Seriously, a Pomodoro app without a timer? Dave thinks it’s a great idea, I don’t so much, though I do agree that timers are a commodity and shouldn’t be our main focus.

There are a lot of rough edges. A lot of the stuff we’re doing should be done via AJAX but isn’t yet, making our app feel a little janky and slow. There’s currently no way to reset your password or even view your archive.

We haven’t really kicked in analytics yet. Completed tasks hang around after they’re useful. Things like that.

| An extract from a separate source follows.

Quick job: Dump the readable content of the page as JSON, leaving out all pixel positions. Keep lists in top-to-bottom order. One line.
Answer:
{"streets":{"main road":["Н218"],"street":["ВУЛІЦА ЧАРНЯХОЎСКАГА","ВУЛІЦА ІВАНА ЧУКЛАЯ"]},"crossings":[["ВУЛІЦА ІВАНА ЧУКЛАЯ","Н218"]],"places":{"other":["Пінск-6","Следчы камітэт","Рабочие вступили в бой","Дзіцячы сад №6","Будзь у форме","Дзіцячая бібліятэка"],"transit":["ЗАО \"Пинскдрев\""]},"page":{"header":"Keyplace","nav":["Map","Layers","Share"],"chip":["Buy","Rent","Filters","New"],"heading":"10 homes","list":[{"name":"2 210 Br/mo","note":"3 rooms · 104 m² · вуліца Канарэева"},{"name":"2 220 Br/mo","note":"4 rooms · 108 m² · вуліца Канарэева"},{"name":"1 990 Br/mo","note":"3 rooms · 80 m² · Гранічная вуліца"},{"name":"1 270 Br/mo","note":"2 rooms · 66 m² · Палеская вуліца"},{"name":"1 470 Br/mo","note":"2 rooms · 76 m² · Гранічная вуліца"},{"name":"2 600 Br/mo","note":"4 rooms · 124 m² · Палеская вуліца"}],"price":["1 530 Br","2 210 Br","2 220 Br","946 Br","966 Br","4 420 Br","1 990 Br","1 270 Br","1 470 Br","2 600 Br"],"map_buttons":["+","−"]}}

We want to wipe the table of estimations every day, make tasks older than 3 days auto-archive, and make your first task every day auto-populate with “Plan today’s pomodoros”. But to feel comfortable doing that, I feel like you’ll need a place to configure settings or opt out of those.

Call for help

We can guess at this, but the reality is, we need your help. We’re creating the app we want, but we’d sure like to make sure it works for 80% of people. I’ve already gotten suggestions ranging from low-hanging fruit (recurring task lists) to some philosophically sticky wickets (using poms to let frustrated wives limit Minecraft time).

Really, the only way we’re going to make ToDoGroove capable of achieving its vision is to have you try it and to get your feedback. It’s very rough around the edges, but it is helping us wrest control of our lives back, so we are opening the door and letting people in, albeit slowly.

Please do hit us up if you want to join the beta. Offering more information about what you want to accomplish will help us pick people who are a good match for this stage of development.

Whether you try ToDoGroove or opt for the pen-and-paper approach, all we ask is to give it a week. You’ll know it’s working if the left side tingles if you start noticing more stuff gets done.